All four AMPs (Lynronne 1, 2, 3, and P15s) showed antimicrobial activity against seven clinical *P. aeruginosa* strains, with MICs ranging from 4 to 512 µg/mL. Lynronne 1 demonstrated the lowest MIC values across all strains. Time-kill kinetics revealed that Lynronne 1 and 2 exhibited rapid bactericidal activity against PAO1 and LES431, achieving significant reductions in CFU/mL within the first hour to two hours. P15s showed bactericidal effects against LES431 but not PAO1. All three AMPs significantly inhibited *P. aeruginosa* biofilm formation, but not established biofilms. No resistant mutants were observed in serial passage assays. Cytotoxicity assays revealed that P15s was the least cytotoxic to human lung cells (BEAS-2B and IMR90), followed by Lynronne 2, and then Lynronne 1. The therapeutic index (TI) was highest for P15s and Lynronne 2 and lowest for Lynronne 1. TEM showed that Lynronne 1 caused significant disruption of PAO1 cell morphology, while P15s had less impact. Peptide-lipid interaction studies revealed varying affinities of the AMPs to bacterial and eukaryotic lipids. Transcriptomic and metabolomic analyses showed that the AMPs affected numerous genes and metabolic pathways, primarily those related to bacterial membrane function, energy metabolism and stress response (e.g., arginine metabolism, respiratory chain components). In the *Galleria mellonella* infection model, Lynronne 1 and 2 displayed significant efficacy, leading to 100% survival rates at specific concentrations. P15s also exhibited some efficacy at higher concentrations.

This study demonstrates the potent antimicrobial activity of rumen microbiome-derived AMPs against *P. aeruginosa*. The differences in activity and mechanism of action between the α-helical Lynronne peptides and the β-sheet P15s peptide are noteworthy. The rapid bactericidal activity of Lynronne 1 and 2, coupled with their biofilm inhibition properties and lack of resistance development, make them promising candidates for therapeutic development. P15s, despite slower activity, also shows potential but needs further investigation. The observed changes in gene expression and metabolic profiles suggest multiple cellular targets, potentially explaining the lack of resistance development. The *in vivo* efficacy in the *G. mellonella* model provides further support for the potential of these AMPs as novel therapeutics. The cytotoxic effects of Lynronne 1 highlight the importance of further modification to improve the therapeutic index.

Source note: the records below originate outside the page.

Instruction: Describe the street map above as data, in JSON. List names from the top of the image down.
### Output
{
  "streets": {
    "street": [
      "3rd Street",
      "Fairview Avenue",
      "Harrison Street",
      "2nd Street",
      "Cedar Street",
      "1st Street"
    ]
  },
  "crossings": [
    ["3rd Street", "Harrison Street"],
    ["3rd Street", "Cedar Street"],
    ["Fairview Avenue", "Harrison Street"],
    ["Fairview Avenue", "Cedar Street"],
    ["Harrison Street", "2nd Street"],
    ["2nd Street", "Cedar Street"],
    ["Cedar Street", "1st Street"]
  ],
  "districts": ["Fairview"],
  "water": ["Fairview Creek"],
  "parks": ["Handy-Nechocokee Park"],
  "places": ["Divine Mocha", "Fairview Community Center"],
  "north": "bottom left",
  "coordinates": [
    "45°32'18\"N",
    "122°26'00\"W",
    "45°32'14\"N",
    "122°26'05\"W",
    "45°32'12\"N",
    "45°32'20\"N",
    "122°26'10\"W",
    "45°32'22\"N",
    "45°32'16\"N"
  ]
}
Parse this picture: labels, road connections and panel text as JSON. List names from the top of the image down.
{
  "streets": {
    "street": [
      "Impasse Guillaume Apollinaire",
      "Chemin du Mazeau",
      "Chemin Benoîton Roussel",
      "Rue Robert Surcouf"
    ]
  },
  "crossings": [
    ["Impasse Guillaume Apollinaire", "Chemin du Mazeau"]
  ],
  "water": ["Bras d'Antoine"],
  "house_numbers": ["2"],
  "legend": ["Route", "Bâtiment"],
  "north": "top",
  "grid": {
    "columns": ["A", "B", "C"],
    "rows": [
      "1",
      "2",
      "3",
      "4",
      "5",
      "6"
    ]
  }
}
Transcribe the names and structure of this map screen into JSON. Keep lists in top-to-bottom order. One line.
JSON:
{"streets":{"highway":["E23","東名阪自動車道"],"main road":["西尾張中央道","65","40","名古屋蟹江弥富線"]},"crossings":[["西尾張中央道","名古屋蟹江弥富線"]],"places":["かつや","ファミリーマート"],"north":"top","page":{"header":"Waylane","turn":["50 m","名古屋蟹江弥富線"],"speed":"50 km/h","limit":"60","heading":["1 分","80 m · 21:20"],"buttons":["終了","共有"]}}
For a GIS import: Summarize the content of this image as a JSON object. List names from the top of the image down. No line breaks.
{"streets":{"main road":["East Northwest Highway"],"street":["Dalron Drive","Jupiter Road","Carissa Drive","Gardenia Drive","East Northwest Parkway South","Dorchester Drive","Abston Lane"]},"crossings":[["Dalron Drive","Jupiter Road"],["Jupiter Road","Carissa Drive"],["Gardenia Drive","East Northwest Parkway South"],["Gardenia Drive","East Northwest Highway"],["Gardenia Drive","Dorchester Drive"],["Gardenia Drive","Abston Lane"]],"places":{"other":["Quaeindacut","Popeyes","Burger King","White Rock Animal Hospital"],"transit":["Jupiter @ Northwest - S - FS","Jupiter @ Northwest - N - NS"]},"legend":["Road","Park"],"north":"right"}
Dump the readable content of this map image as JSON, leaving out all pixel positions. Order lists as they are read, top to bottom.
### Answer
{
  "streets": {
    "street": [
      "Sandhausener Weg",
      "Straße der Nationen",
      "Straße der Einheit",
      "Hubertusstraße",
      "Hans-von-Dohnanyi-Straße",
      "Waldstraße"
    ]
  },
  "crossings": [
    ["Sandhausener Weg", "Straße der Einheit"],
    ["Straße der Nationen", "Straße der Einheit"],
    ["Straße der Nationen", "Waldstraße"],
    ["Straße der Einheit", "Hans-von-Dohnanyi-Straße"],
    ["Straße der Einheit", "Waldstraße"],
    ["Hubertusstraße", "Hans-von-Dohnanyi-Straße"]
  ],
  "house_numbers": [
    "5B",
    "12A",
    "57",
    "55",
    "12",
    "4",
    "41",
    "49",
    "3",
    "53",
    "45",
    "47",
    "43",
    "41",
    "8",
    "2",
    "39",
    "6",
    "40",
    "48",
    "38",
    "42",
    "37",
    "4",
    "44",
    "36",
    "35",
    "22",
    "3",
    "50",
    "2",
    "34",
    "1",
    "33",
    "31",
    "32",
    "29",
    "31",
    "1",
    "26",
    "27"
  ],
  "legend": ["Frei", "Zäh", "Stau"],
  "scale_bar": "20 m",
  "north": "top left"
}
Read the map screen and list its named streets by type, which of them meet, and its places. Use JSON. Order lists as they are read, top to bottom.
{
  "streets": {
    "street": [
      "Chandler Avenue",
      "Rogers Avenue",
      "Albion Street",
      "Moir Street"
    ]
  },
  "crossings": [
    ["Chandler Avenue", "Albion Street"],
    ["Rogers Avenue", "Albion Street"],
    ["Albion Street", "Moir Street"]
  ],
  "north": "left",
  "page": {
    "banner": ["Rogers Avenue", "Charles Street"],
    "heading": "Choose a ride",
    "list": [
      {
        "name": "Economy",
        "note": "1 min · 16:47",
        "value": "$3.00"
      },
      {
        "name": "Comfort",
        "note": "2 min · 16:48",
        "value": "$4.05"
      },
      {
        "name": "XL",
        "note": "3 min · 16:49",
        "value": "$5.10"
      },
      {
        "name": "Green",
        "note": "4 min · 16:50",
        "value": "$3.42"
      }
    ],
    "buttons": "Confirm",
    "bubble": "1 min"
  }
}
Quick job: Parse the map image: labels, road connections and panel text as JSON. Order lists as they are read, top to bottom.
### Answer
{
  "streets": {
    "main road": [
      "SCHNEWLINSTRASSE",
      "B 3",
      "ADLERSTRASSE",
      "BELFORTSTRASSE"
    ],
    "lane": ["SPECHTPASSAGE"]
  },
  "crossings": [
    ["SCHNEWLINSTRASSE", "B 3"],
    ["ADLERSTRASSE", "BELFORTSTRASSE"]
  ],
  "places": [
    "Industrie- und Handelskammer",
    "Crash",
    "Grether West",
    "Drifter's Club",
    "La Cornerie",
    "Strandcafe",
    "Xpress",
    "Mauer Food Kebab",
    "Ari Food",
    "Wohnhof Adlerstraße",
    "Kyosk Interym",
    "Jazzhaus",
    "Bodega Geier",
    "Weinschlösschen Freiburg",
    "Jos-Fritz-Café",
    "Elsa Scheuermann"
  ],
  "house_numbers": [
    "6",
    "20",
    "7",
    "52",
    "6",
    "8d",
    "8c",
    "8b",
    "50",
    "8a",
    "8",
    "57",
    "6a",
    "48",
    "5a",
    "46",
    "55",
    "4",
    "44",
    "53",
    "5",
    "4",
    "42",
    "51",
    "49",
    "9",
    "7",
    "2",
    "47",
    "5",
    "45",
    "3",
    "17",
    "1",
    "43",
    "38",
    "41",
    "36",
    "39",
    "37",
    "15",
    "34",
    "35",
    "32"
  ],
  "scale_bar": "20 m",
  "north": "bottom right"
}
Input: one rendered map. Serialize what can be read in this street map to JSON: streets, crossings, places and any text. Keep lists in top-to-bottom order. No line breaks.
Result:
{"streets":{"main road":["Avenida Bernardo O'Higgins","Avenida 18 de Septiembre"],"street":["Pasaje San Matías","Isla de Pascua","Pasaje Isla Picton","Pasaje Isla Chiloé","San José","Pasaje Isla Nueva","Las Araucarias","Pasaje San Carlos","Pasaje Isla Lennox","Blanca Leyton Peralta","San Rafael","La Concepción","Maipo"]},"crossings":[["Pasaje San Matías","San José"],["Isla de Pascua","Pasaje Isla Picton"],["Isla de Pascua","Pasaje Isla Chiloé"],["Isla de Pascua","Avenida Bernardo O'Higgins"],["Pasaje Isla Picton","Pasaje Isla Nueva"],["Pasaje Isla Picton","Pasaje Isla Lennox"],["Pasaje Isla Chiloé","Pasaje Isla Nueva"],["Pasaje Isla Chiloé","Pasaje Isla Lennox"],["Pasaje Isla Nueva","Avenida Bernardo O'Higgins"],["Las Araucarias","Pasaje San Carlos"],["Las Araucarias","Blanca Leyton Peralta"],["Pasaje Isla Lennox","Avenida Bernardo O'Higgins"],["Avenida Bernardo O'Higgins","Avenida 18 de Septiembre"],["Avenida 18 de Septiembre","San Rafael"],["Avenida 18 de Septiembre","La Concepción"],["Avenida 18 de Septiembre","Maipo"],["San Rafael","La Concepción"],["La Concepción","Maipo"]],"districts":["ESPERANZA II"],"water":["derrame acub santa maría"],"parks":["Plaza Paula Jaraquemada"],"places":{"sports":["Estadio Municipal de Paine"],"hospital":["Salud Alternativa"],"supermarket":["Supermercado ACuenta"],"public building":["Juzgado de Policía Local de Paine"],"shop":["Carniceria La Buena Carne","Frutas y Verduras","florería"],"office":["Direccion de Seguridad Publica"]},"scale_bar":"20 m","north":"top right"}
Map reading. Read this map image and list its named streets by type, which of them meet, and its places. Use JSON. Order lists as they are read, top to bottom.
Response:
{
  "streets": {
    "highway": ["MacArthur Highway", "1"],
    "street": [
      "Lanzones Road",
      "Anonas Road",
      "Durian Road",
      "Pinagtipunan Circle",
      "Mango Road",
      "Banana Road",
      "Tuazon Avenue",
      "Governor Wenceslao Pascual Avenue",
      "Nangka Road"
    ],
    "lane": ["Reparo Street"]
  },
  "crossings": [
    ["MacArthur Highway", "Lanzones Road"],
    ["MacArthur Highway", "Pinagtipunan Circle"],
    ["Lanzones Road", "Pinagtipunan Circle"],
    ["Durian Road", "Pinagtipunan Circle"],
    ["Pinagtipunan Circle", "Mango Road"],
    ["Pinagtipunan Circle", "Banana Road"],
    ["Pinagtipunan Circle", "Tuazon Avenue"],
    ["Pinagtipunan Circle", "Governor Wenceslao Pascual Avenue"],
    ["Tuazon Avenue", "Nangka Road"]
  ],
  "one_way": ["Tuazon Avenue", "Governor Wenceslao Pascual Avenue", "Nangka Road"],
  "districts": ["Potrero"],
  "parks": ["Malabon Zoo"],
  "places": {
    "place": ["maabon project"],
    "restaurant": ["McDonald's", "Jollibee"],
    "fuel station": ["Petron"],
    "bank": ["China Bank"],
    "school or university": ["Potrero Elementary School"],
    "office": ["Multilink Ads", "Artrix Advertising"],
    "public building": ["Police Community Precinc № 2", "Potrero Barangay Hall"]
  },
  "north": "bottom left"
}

This study reveals the significant therapeutic potential of rumen microbiome-derived AMPs, particularly Lynronne 1 and 2, against *P. aeruginosa* infections. Their rapid bactericidal activity, biofilm inhibition properties, and lack of resistance development are highly promising. Further research should focus on modifying Lynronne 1 to reduce its cytotoxicity and optimizing the dosage and delivery methods for all three AMPs. Exploration of combination therapies with existing antibiotics could also enhance their efficacy against established biofilms. The findings strongly support further development of these AMPs as alternative therapeutics for *P. aeruginosa* infections.

The *in vivo* studies were conducted using a *Galleria mellonella* model, which may not perfectly reflect human physiology. The limited number of *P. aeruginosa* strains studied could restrict the generalizability of the findings. Further studies are needed to evaluate the long-term efficacy and safety of these AMPs in mammalian models before clinical trials can be considered. The mechanisms of action deduced from the 'omics data are based on correlative observations and require further validation.